Other recommendations were not confined to the purview of FAS. The report suggested expanding and improving the practices for loaning artworks from Harvard museums to FAS. “At present there are a modest number of works available for loan from museum collections to the FAS community, and those that are available feature too narrow a range of artists, subjects, and themes.” The report also called for changes to campus tours and historical signs and markers. Numerous people who spoke to the task force noted that while tour guides routinely tell the story of Harry Elkins Widener, whose mother endowed the library in his name after he died on the Titanic, they rarely tell visitors about the African American architect, Julian Abele, and his role in designing Widener Library.

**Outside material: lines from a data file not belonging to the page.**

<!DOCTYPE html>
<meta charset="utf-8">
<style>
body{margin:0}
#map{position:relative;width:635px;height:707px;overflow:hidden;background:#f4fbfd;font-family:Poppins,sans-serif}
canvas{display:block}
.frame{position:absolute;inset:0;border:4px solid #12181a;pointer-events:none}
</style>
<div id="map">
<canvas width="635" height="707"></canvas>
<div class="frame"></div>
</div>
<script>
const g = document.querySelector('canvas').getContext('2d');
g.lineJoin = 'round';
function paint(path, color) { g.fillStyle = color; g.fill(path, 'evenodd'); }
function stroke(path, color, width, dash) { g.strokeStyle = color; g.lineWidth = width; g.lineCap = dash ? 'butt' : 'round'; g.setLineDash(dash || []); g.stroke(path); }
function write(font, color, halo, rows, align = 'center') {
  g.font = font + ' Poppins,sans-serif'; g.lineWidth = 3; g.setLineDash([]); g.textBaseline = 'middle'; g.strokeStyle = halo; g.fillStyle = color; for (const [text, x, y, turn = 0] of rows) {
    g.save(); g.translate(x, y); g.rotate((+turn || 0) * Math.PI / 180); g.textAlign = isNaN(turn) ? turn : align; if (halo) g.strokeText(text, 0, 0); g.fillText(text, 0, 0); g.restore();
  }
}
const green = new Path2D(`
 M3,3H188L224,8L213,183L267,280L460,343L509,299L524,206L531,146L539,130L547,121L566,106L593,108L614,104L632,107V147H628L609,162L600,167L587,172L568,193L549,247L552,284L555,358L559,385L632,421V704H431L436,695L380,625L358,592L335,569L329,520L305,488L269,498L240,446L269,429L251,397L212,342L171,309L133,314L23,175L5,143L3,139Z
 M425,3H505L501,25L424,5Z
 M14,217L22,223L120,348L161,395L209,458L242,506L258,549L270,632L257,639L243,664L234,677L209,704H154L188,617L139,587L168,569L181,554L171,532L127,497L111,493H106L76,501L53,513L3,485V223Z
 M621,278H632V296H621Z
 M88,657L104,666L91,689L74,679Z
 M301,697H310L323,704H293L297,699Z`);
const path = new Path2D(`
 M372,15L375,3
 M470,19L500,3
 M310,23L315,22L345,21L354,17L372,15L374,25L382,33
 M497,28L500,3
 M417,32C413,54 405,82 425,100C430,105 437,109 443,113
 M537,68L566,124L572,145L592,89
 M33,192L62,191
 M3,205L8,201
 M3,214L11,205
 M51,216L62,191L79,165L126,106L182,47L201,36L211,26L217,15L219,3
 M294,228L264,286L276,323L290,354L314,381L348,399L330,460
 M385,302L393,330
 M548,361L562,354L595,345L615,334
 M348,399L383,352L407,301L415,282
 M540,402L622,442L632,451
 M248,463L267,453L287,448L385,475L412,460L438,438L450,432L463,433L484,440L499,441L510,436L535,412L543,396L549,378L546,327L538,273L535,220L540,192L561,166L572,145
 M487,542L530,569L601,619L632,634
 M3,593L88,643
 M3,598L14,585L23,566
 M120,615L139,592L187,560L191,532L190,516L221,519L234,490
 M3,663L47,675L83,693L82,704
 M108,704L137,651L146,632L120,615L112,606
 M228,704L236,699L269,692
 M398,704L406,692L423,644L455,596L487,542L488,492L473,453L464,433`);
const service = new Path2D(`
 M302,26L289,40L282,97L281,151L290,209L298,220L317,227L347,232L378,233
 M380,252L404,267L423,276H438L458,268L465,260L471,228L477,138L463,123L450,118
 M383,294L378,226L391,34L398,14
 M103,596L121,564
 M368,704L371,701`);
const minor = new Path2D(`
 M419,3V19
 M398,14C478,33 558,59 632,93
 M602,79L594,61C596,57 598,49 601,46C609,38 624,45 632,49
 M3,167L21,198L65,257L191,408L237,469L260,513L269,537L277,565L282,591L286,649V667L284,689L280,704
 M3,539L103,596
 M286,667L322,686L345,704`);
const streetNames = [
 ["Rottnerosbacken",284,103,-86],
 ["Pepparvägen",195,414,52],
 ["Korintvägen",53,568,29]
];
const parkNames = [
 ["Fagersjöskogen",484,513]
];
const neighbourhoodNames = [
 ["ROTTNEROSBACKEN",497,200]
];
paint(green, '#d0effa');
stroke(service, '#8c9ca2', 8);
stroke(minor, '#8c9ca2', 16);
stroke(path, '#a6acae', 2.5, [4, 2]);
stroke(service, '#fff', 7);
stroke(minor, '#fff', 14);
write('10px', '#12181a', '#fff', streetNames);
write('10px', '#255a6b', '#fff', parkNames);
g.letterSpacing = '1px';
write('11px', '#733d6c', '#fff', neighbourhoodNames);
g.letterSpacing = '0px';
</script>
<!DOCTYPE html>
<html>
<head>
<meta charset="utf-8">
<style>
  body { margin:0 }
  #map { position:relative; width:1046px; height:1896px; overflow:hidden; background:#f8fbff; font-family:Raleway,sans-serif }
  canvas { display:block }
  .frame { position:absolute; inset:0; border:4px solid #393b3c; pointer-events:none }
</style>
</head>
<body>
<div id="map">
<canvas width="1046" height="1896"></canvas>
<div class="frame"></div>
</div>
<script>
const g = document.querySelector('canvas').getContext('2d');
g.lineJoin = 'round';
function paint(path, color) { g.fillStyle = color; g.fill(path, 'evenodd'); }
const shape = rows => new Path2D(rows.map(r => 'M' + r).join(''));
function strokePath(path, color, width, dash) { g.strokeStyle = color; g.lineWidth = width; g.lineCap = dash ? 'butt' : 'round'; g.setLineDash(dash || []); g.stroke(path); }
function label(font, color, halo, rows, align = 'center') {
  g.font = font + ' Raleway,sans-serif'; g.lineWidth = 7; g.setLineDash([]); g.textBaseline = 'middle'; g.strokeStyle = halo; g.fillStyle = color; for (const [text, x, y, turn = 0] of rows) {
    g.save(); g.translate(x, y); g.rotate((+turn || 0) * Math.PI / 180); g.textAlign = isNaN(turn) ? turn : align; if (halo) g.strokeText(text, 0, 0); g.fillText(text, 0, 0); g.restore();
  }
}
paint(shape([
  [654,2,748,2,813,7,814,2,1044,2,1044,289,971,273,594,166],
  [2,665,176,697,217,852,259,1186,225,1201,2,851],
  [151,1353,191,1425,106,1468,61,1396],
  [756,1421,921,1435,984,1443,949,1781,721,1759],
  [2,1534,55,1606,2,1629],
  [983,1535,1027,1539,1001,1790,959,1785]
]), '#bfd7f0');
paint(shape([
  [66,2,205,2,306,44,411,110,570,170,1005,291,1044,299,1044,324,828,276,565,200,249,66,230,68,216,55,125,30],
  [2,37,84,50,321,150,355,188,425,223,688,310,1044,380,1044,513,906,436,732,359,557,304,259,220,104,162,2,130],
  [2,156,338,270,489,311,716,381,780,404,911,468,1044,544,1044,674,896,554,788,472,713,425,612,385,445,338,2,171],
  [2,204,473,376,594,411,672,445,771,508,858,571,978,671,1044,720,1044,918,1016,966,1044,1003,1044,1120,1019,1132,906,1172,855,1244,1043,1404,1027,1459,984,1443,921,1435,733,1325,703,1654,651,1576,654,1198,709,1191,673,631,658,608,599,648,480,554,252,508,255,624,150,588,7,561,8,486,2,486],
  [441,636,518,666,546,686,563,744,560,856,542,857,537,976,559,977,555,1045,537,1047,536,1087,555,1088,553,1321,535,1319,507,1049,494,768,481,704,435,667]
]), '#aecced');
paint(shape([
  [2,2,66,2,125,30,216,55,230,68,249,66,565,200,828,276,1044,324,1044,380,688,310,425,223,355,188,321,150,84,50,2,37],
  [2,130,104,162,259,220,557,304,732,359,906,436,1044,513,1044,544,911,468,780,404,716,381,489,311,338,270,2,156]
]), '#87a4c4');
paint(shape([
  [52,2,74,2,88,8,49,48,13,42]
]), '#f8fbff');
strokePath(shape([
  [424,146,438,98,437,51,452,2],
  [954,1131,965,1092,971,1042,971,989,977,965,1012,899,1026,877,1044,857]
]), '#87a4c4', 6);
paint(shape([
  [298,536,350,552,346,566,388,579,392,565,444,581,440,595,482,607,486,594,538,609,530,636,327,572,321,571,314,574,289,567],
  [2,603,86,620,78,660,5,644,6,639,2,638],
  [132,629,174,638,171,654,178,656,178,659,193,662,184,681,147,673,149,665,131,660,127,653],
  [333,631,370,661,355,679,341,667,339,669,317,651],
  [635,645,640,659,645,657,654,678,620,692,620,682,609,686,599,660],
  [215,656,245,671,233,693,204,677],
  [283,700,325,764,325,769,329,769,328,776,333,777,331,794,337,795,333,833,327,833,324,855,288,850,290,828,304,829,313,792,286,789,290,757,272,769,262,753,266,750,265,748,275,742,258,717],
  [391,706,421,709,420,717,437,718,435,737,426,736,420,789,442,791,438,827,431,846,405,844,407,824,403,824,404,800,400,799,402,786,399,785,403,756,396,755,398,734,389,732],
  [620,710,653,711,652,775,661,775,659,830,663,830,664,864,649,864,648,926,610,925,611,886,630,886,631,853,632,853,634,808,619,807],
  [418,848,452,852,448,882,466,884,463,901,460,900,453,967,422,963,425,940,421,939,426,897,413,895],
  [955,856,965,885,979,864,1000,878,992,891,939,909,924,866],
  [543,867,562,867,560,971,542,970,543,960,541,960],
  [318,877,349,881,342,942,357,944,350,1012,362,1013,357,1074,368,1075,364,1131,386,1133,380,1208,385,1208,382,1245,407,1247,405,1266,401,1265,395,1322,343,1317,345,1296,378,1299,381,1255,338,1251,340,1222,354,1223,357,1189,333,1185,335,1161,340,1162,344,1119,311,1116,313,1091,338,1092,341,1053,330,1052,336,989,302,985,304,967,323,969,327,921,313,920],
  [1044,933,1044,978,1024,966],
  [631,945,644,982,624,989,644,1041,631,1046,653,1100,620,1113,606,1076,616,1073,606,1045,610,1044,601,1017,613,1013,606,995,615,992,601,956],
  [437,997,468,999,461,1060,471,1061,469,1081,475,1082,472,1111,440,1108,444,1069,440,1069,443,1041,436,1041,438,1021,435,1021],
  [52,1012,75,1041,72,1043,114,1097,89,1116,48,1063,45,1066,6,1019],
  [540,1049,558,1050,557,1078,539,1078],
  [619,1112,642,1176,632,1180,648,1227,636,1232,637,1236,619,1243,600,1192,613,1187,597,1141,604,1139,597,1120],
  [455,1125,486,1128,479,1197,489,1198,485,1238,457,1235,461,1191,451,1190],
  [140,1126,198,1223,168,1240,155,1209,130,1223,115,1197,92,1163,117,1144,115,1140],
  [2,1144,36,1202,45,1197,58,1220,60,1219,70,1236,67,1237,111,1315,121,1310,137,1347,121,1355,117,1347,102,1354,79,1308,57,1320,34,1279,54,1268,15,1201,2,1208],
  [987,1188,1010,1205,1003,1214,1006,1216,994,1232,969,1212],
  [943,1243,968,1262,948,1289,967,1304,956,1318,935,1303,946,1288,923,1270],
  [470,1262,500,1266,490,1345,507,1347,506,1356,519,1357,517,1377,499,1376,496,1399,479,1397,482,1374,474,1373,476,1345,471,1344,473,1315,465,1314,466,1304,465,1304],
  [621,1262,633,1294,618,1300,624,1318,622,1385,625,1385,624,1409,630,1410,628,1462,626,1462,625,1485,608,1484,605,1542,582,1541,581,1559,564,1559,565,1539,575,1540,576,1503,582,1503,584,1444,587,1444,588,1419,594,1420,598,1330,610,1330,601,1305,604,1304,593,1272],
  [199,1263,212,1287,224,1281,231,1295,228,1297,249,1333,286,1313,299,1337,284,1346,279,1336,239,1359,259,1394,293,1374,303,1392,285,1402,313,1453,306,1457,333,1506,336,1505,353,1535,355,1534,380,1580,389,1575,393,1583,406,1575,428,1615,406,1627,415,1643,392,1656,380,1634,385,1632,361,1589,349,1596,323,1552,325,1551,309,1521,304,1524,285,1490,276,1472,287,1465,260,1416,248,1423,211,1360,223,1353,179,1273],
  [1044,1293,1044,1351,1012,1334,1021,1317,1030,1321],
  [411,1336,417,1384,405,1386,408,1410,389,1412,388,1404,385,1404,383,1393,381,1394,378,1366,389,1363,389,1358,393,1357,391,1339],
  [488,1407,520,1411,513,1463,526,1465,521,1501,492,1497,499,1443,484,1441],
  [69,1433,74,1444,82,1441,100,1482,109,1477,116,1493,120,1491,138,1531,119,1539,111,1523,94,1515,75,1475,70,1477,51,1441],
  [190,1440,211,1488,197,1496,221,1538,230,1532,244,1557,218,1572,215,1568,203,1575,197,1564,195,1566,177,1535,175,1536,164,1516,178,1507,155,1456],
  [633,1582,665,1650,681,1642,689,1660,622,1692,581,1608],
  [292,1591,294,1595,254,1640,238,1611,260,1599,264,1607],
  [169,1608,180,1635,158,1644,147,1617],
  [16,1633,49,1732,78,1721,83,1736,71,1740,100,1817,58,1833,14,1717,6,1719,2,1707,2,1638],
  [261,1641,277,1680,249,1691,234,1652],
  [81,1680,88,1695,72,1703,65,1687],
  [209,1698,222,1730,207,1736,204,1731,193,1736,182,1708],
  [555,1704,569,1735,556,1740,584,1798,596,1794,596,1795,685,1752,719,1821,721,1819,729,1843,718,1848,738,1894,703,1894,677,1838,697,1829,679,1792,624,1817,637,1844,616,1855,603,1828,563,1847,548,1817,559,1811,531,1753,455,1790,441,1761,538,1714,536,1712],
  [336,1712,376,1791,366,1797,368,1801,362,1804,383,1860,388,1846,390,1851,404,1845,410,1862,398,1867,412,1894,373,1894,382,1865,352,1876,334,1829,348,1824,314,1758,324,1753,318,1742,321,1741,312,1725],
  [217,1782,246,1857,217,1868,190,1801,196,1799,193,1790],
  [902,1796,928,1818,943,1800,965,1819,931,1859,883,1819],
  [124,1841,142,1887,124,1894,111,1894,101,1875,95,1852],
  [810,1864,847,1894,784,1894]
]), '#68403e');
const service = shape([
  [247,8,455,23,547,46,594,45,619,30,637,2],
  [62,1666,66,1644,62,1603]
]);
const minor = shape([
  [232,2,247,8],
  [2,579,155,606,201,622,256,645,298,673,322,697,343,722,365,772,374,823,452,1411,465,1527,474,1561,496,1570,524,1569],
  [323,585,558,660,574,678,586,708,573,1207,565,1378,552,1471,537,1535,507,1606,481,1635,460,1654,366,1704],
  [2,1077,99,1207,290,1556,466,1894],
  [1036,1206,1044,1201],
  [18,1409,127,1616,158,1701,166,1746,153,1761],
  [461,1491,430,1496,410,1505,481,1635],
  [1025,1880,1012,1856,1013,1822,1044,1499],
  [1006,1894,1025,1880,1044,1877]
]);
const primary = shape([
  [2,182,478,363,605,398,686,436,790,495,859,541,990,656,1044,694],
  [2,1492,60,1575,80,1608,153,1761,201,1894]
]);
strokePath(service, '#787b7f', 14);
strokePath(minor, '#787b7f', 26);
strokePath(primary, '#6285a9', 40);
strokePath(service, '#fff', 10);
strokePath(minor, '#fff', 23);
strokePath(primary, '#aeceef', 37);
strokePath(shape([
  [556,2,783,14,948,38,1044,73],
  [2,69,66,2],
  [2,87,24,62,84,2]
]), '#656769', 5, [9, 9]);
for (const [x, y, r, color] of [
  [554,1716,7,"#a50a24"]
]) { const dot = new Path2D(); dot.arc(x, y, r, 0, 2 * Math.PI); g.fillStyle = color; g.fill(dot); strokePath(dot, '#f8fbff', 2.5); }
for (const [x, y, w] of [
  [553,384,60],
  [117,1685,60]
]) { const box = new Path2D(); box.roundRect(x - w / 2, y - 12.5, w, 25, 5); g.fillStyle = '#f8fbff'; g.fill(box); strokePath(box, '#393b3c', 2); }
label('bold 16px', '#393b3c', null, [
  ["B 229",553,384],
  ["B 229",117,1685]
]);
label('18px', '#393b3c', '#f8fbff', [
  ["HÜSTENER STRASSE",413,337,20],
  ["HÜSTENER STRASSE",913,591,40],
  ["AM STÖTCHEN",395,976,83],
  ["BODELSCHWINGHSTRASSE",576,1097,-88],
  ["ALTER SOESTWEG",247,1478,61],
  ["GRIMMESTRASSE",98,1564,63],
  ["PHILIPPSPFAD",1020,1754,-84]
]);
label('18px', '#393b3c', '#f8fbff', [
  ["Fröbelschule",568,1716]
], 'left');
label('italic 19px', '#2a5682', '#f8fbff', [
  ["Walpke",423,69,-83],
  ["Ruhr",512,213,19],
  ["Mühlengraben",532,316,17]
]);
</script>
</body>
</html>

The report added that although FAS “hums” with research and teaching, to thousands of tourists and other visitors, the campus is a public museum and historic site. “Few stories about Harvard are visible to anyone navigating our campus,” the report said. “As educators, we should think as creatively about teaching with our outdoor spaces as we do about teaching in our studios, labs, and classrooms.” The report called for an expanded program of tours, including QR codes on physical plaques that could be read by smartphones. The task force also recommended working with the Cambridge Historical Commission to strategize and develop historical signs and markers on FAS outdoor spaces, “with an eye toward telling more equitable and complete stories of the past.” 

The report’s other recommendations included: 

  • Renew FAS visual culture and signage to represent a broader range of peoples, activities and experiences in a variety of artistic media.  
  • Create a dynamic program of public art in the FAS.
  • Encourage curricular innovations that would make FAS visual culture a more integral part of our teaching and learning mission.
  • Establish better wayfinding and interpretive signage on the FAS campus.
  • Commit to supporting the dynamic curation of FAS spaces over the long term (a multi-facet recommendation that includes developing better care and maintenance protocols for art objects, establishing a well-maintained website to share resources and document changes to visual culture, and creating a dedicated “visual culture innovation fund” to support units and departments as they pursue changes). 

“The curation of our campus spaces is not merely an administrative responsibility, it’s a pedagogical opportunity,” Gay wrote in her letter to the FAS community. “Our historical campus is a living laboratory, rich in artifacts, art, and architecture worthy of serious intellectual engagement.” Emphasizing the scale of the report’s ambitions and the “time, patience, and generosity from our community” that will be needed to accomplish them, Gay added, “There is a tremendous amount of exciting work that lies ahead.”